Naturalmente, Harris tem também muitos defeitos eleitorais, Não é claro aquilo que representa: em que é que acredita? Quais as políticas públicas que representa? Proveniente da Califórnia, nunca ganhou uma eleição fora desse Estado não-representativo e muito mais progressista do que o resto do país. Em 2020, quando tentou pela primeira vez concorrer à presidência, foi uma das maiores desilusões e uma das primeiras a cair na primária, por parecer não entusiasmar ninguém. A Kamala que vimos em Milwaukee esta semana pareceu diferente, depois de três anos a treinar oratória e a rodar o país como Vice-Presidente. No entanto, ainda não sabemos qual o seu valor eleitoral. A desvantagem em relação a Trump nas sondagens, nos sete principais swing states, herdada de Biden, poderá ser difícil de ultrapassar, apesar de parecer ter diminuído ligeiramente nos últimos dias.
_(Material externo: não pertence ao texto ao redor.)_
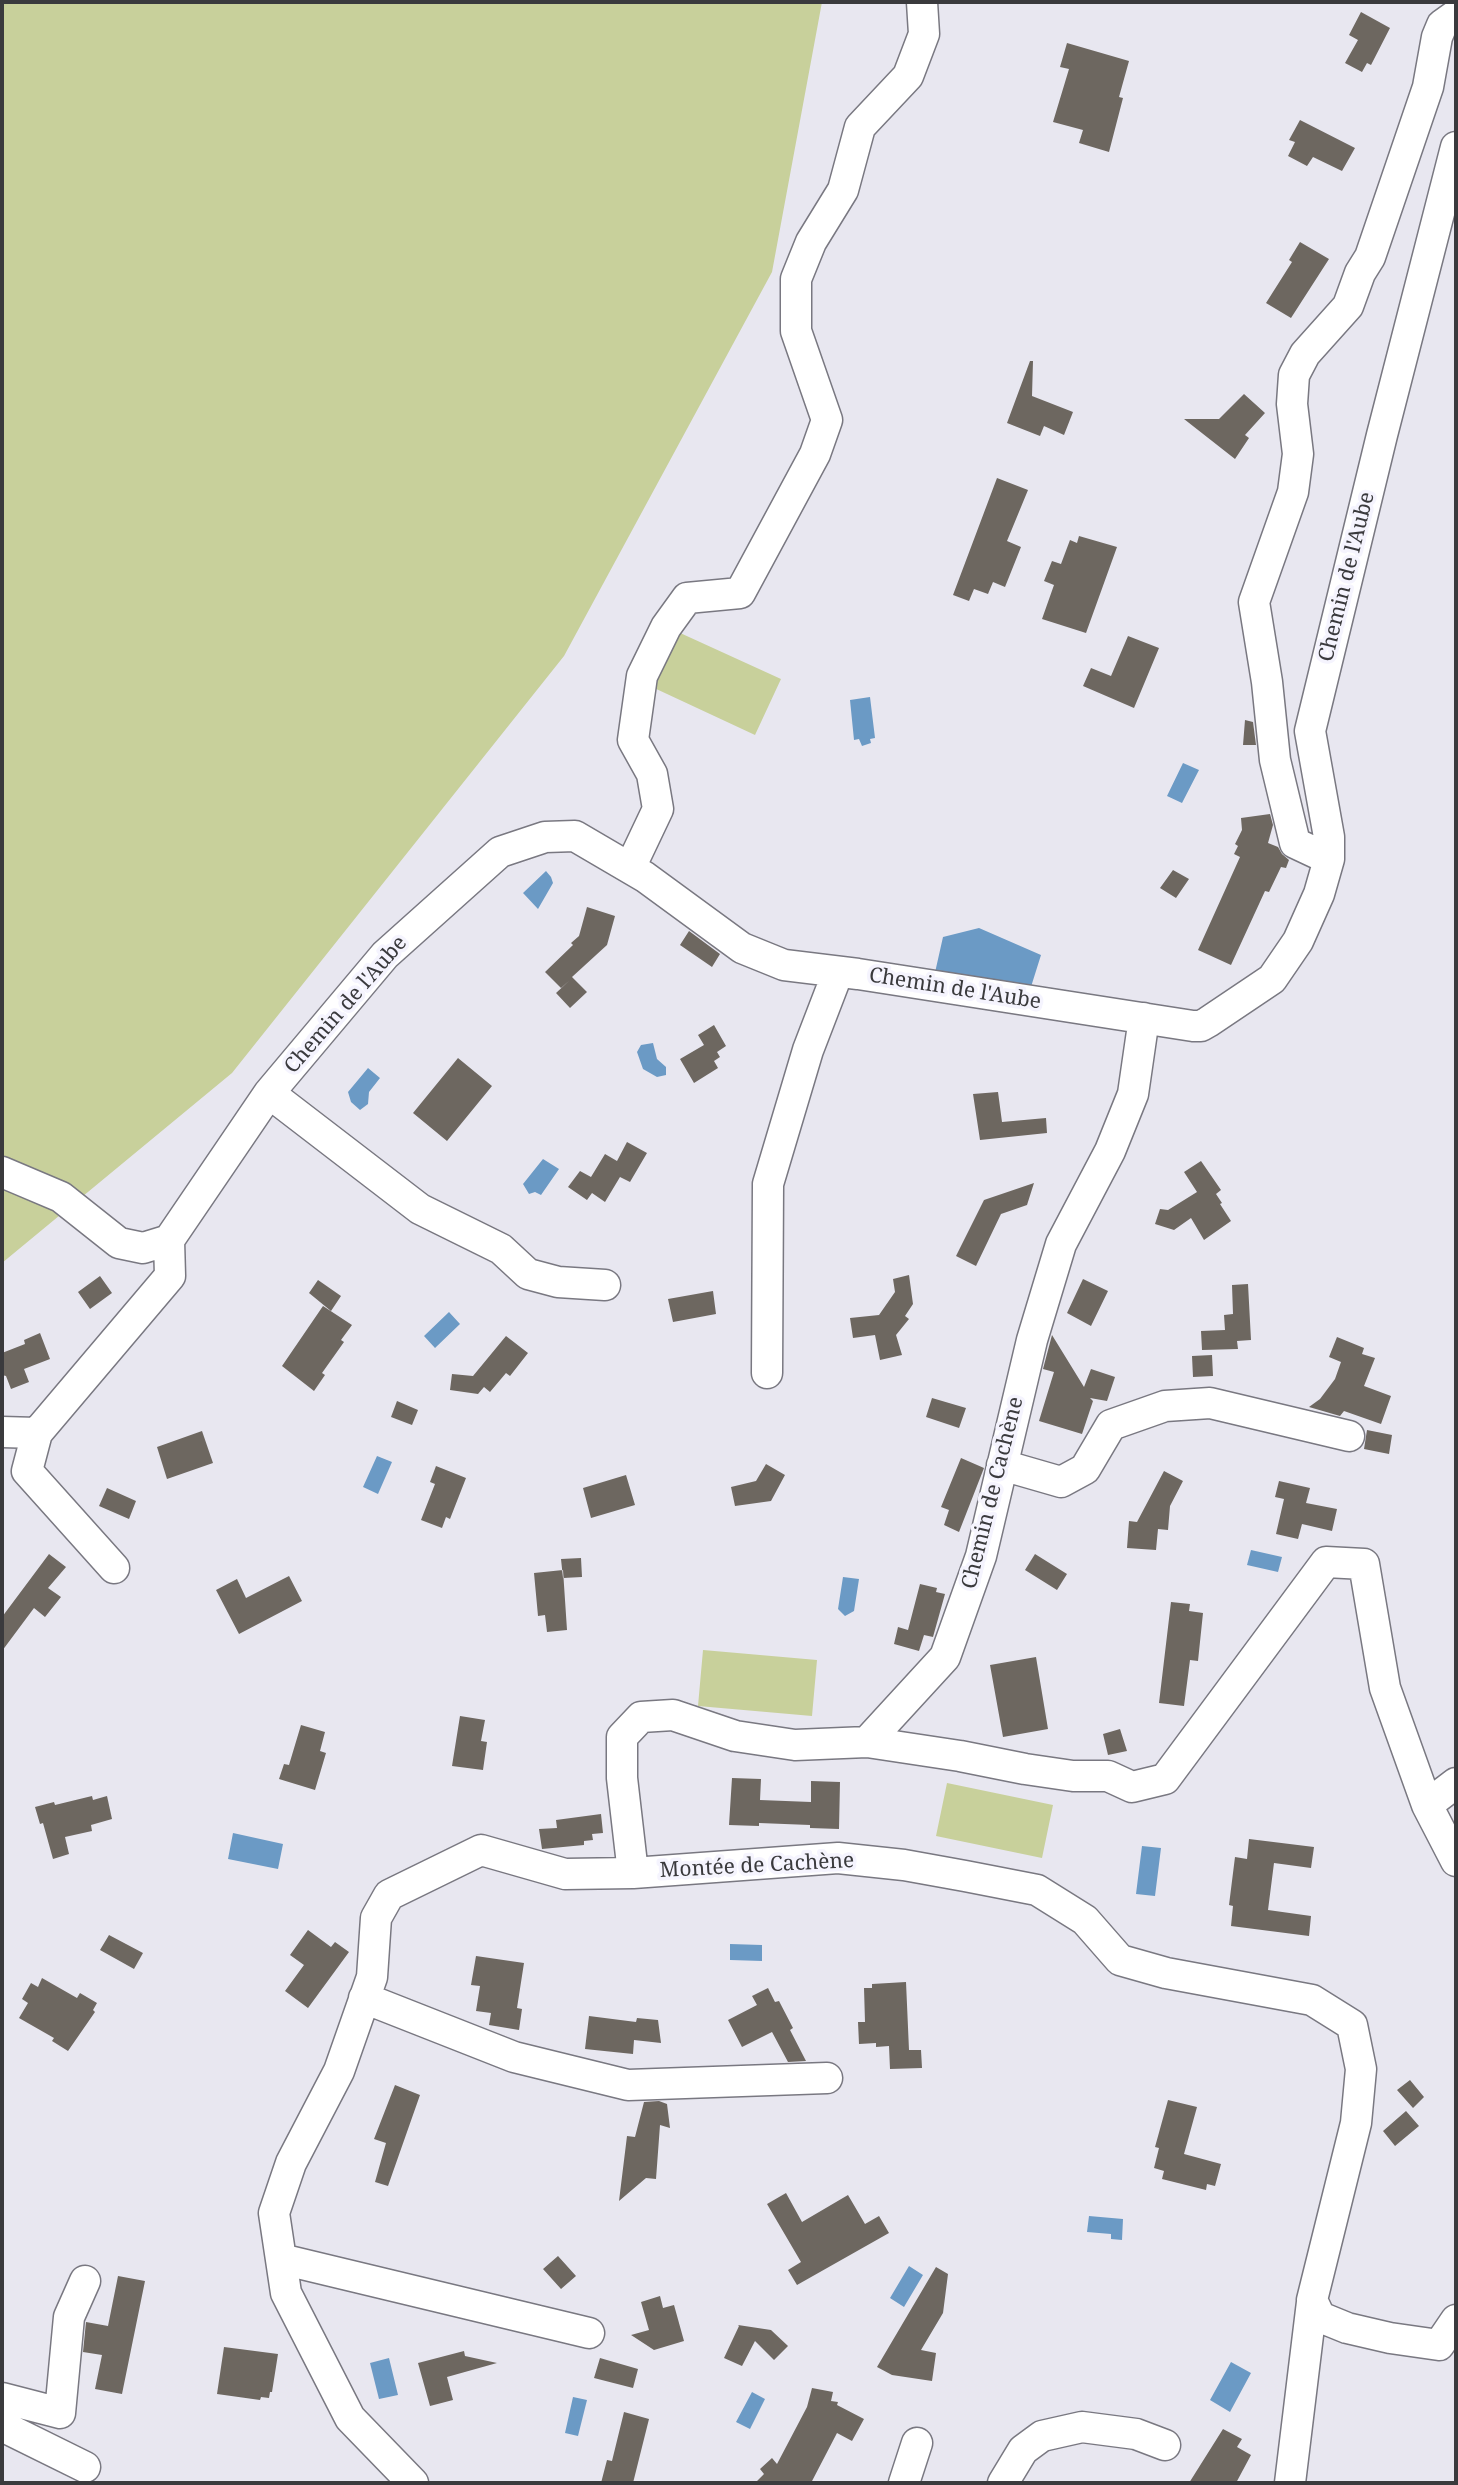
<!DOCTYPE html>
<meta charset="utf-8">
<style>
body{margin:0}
#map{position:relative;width:1458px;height:2485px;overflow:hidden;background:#e8e7f0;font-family:"Noto Serif",serif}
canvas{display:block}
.frame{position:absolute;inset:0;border:4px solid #3a3a3d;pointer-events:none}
</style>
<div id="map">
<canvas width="1458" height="2485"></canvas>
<div class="frame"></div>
</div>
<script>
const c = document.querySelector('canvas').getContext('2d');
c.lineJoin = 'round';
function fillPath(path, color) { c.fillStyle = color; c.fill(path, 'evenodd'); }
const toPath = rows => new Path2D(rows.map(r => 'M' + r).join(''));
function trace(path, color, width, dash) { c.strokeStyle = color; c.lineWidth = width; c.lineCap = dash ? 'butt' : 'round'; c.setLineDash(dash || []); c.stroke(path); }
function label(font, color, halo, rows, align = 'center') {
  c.font = font + ' "Noto Serif",serif'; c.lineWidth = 7; c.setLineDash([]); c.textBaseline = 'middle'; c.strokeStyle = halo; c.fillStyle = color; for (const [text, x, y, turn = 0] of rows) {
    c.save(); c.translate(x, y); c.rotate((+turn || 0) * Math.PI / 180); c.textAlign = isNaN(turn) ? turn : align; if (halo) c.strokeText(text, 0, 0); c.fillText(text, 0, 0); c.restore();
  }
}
fillPath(toPath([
 [2,2,822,2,772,272,564,656,232,1073,2,1263],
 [678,632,781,679,755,735,652,687],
 [703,1650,817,1660,812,1716,698,1706],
 [947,1783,1053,1805,1042,1858,936,1836]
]), '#c8d09b');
fillPath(toPath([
 [870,697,875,738,870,739,871,743,862,746,859,739,854,740,850,700],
 [1183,763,1199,770,1182,803,1167,796],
 [546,871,551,877,553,883,538,909,523,893],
 [979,928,1041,955,1030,990,934,977,943,937],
 [653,1043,657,1059,666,1067,666,1075,657,1077,643,1069,637,1052,641,1045],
 [368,1068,380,1078,369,1092,368,1104,360,1110,351,1102,348,1092],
 [543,1159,559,1169,541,1195,535,1192,529,1194,523,1184],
 [449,1312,460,1324,435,1348,424,1336],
 [377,1456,392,1462,378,1494,363,1487],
 [1251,1550,1282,1557,1278,1572,1247,1565],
 [843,1577,859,1579,854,1611,845,1616,838,1609],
 [233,1833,283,1844,278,1869,228,1859],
 [1142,1846,1161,1848,1155,1896,1136,1894],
 [730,1944,762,1945,762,1961,730,1960],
 [1089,2216,1123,2219,1122,2240,1111,2239,1111,2234,1087,2232],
 [909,2266,923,2275,904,2307,890,2298],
 [389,2358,398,2395,379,2399,370,2363],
 [1231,2362,1251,2373,1230,2412,1210,2400],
 [752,2392,765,2399,750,2429,736,2422],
 [573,2397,587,2400,578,2436,565,2433]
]), '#6b9ac5');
fillPath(toPath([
 [1361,12,1390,28,1371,65,1367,63,1362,72,1345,63,1358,40,1349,35],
 [1067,43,1129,61,1119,97,1123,98,1109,152,1079,143,1083,130,1053,122,1069,69,1060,67],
 [1300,120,1355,148,1342,171,1313,157,1307,166,1288,156,1295,142,1289,140],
 [1300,242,1329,259,1291,318,1266,303,1292,262,1289,260],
 [1030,361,1033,361,1032,396,1073,412,1064,435,1044,426,1040,436,1007,423],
 [1244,394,1265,413,1245,435,1249,438,1235,459,1184,419,1219,419],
 [997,478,1028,490,1007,541,1021,547,1005,587,993,582,988,594,974,589,969,601,953,595],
 [1079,536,1117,547,1086,633,1042,619,1054,585,1044,581,1052,561,1061,564,1070,540,1077,543],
 [1128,636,1159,648,1134,708,1083,686,1091,668,1111,676],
 [1245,720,1253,722,1256,745,1243,745],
 [1270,814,1273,825,1268,843,1278,847,1282,854,1289,860,1286,868,1281,867,1269,892,1265,891,1231,965,1198,950,1240,857,1234,854,1238,846,1235,844,1242,830,1241,818],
 [1173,870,1189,879,1176,898,1160,888],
 [587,907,615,916,607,945,572,977,587,992,570,1008,556,993,570,980,561,988,545,972,573,945,571,943,579,936],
 [689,931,720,954,712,967,680,945],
 [714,1025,726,1046,717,1052,720,1057,714,1061,718,1068,694,1083,680,1059,704,1045,698,1035],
 [458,1058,492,1086,447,1141,413,1113],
 [998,1092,1002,1122,1046,1118,1047,1133,980,1140,973,1094],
 [627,1142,647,1153,630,1182,620,1177,605,1202,592,1193,587,1200,568,1187,580,1171,591,1177,605,1154,617,1161],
 [1201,1161,1221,1190,1216,1194,1222,1203,1220,1204,1231,1221,1204,1240,1191,1218,1174,1230,1155,1224,1160,1209,1168,1210,1197,1192,1184,1172],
 [1034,1183,1027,1205,1001,1214,976,1266,956,1256,984,1200],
 [909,1275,913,1304,905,1316,909,1319,896,1335,902,1355,880,1360,875,1335,853,1338,850,1318,879,1315,895,1292,893,1279],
 [100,1276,112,1293,90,1309,78,1292],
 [1083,1279,1108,1291,1091,1326,1067,1313],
 [318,1280,341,1296,331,1311,309,1293],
 [1248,1284,1251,1340,1237,1341,1238,1349,1202,1350,1201,1331,1225,1330,1224,1315,1233,1314,1232,1285],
 [713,1291,716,1314,673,1322,668,1299],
 [323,1306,352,1325,341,1340,344,1342,322,1373,325,1375,314,1391,282,1366],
 [40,1333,50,1359,24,1369,29,1382,11,1389,6,1376,2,1375,2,1353,25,1344,24,1340],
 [1052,1335,1084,1387,1091,1369,1115,1377,1107,1401,1090,1398,1093,1401,1082,1434,1039,1421,1054,1372,1043,1369],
 [506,1336,528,1353,510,1376,506,1373,490,1392,484,1387,478,1394,450,1390,452,1374,473,1376],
 [1337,1337,1364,1348,1362,1354,1375,1358,1364,1386,1391,1396,1381,1424,1344,1411,1340,1416,1309,1407,1320,1399,1335,1379,1341,1362,1329,1357],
 [1212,1355,1213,1376,1193,1377,1192,1356],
 [932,1398,966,1408,959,1428,926,1417],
 [397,1401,418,1410,412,1425,391,1417],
 [1367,1430,1392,1435,1389,1454,1364,1449],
 [202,1431,213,1463,167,1479,157,1447],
 [961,1458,984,1468,959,1532,944,1525,949,1510,941,1507],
 [766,1464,785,1475,771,1501,735,1506,731,1487,756,1481],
 [436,1466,466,1478,450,1519,446,1517,442,1528,421,1520,435,1484,430,1482],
 [1164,1471,1183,1481,1170,1506,1168,1530,1158,1529,1156,1550,1127,1548,1129,1521,1137,1522],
 [626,1475,635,1505,591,1518,583,1488],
 [1279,1481,1310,1488,1306,1503,1337,1509,1332,1531,1302,1524,1298,1539,1276,1534,1284,1499,1275,1497],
 [107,1488,136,1501,129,1519,99,1506],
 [49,1554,66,1567,48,1588,61,1597,45,1617,34,1608,2,1651,2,1617],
 [1035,1554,1067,1574,1057,1590,1025,1570],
 [581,1558,582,1577,563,1578,561,1559],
 [563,1570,567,1630,547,1632,545,1615,538,1616,534,1573],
 [289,1576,302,1601,239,1634,216,1590,237,1579,246,1598],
 [920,1584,937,1588,936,1592,945,1594,933,1637,924,1635,919,1651,894,1644,898,1627,908,1630],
 [1171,1602,1190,1604,1189,1611,1203,1613,1198,1661,1190,1660,1184,1706,1159,1703],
 [1036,1657,1048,1729,1003,1737,990,1665],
 [460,1716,485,1720,481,1741,487,1742,483,1770,452,1766],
 [301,1725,325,1732,320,1751,326,1753,315,1790,279,1779,284,1764,289,1765],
 [1120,1729,1127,1751,1108,1755,1103,1734],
 [732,1778,761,1779,760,1800,811,1802,811,1781,840,1782,839,1829,810,1828,810,1825,759,1823,759,1826,729,1825],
 [92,1796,93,1800,107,1796,112,1819,91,1825,92,1831,65,1837,69,1854,53,1859,43,1823,40,1824,35,1807,54,1802,55,1805],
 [601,1814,603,1833,592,1834,593,1840,584,1841,584,1845,542,1849,539,1829,557,1828,556,1820],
 [1249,1839,1314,1847,1311,1868,1274,1863,1268,1910,1311,1916,1309,1936,1231,1926,1233,1906,1229,1905,1235,1857,1247,1859],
 [308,1930,331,1947,335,1942,349,1952,308,2008,285,1991,304,1965,290,1955],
 [109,1935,143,1953,134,1969,100,1950],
 [476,1956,524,1963,517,2008,522,2009,519,2030,489,2025,491,2013,476,2011,480,1986,471,1985],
 [42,1978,77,1998,80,1993,97,2003,93,2010,95,2012,68,2051,52,2041,54,2038,19,2018,28,2003,22,1999,31,1983,38,1987],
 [906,1982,909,2050,921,2050,922,2068,890,2069,889,2046,876,2047,876,2043,859,2044,858,2022,865,2022,864,1988,872,1988,872,1984],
 [768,1988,775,2002,779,2001,793,2028,790,2030,806,2061,788,2062,772,2032,742,2047,728,2020,757,2005,752,1996],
 [589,2016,636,2022,637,2018,658,2020,661,2043,634,2040,633,2054,585,2049],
 [1410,2080,1424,2097,1413,2108,1397,2090],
 [395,2085,420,2095,388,2186,375,2182,386,2143,374,2139],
 [1168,2100,1197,2107,1184,2154,1221,2164,1215,2186,1207,2184,1206,2190,1162,2179,1164,2171,1154,2168,1159,2148,1155,2147],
 [659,2101,667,2104,670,2128,660,2125,656,2179,646,2178,619,2201,627,2136,635,2137,644,2102],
 [1406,2111,1419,2126,1395,2146,1383,2131],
 [786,2193,802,2222,848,2195,865,2224,879,2216,889,2233,797,2285,788,2270,801,2262,767,2204],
 [558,2256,576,2276,561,2289,543,2269],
 [936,2267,948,2274,943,2313,921,2350,936,2353,932,2381,892,2375,877,2367],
 [118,2276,145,2281,122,2394,95,2389,102,2355,83,2352,86,2322,108,2326],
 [660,2296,663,2308,674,2305,684,2341,654,2350,631,2335,649,2330,641,2302],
 [738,2325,771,2330,788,2346,774,2360,755,2341,742,2366,724,2358,739,2326],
 [224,2347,278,2354,272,2392,270,2392,269,2398,261,2397,260,2400,217,2394],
 [464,2351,465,2356,497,2363,447,2377,453,2400,430,2406,418,2363],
 [600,2358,638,2369,633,2388,594,2378],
 [812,2388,833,2392,831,2401,838,2402,837,2405,864,2419,852,2441,837,2433,811,2483,755,2483,764,2474,760,2469,772,2458,777,2464,807,2407],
 [624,2412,649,2419,633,2483,601,2483,607,2460,612,2461],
 [1223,2429,1242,2439,1237,2447,1251,2455,1236,2483,1189,2483]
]), '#6d6760');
const minor = toPath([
 [1329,859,1295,843,1275,760,1267,682,1254,602,1293,492,1298,454,1292,404,1294,375,1305,354,1348,306,1360,273,1370,257,1428,87,1437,37,1442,25,1456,15],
 [630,868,658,809,652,774,633,740,642,676,666,627,687,598,740,593,815,454,827,420,796,331,796,279,811,242,843,190,860,127,908,76,924,34,922,2],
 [269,1093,420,1209,501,1249,528,1274,558,1282,605,1285],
 [2,1172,61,1197,119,1243,143,1248,169,1240,269,1093,385,955,500,852,545,837,575,836,645,877,742,948,784,965,858,974,1193,1026,1201,1026,1208,1022,1272,979,1298,941,1319,894,1329,859,1329,837,1310,731,1382,435,1456,147],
 [767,1373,768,1184,808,1050,838,972],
 [2,1432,37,1433,170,1276,169,1240],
 [37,1433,27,1471,114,1568],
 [1002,1465,1061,1482,1085,1469,1111,1425,1165,1406,1210,1403,1349,1436],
 [867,1742,960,1756,1025,1769,1073,1776,1108,1776,1132,1787,1165,1779,1326,1562,1364,1564,1385,1688,1427,1805,1456,1783],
 [1427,1805,1456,1861],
 [633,1873,838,1858,904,1865,965,1876,1037,1890,1085,1920,1120,1960,1166,1973,1312,2000,1352,2025,1361,2069,1356,2123,1312,2300,1320,2317,1347,2328,1390,2338,1439,2345,1456,2320],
 [364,1998,514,2057,628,2085,827,2078],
 [281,2259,589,2333],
 [2,2398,60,2413,69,2317,85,2281],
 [2,2426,85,2467],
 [413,2483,350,2418,286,2293,274,2213,291,2163,339,2071,372,1977,376,1918,389,1895,481,1850,565,1874,633,1873,622,1778,622,1737,641,1717,673,1715,735,1736,795,1745,867,1742,945,1657,981,1556,1032,1340,1061,1244,1110,1151,1133,1094,1144,1018],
 [904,2483,917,2443],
 [1003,2483,1023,2450,1042,2436,1082,2427,1136,2434,1165,2445],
 [1290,2483,1312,2302]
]);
trace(minor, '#797881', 33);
trace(minor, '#fff', 30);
label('21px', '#3a3a3d', '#f5f4fe', [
 ["Chemin de l'Aube",1347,577,-76],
 ["Chemin de l'Aube",955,989,9],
 ["Chemin de l'Aube",346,1005,-49],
 ["Chemin de Cachène",993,1493,-76],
 ["Montée de Cachène",757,1866,-3]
]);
</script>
Também não sabemos se Kamala, a Californiana liberal e mulher de cor, conseguirá ganhar os famosos estados do Midwest, que Biden recuperou e Trump conquistou em 2016. Não será tarefa fácil e o resultado final dependerá da sua capacidade de mobilizar o eleitorado afro-americano desses estados (que Clinton não conseguiu) e de convencer pelo menos uma fatia da classe média e classe trabalhadora branca desses estados.

Em suma, a eleição presidencial de Novembro voltou a ficar totalmente em aberto. Quem disser ao leitor o contrário, cheio de certezas, estará enganado ou a mentir.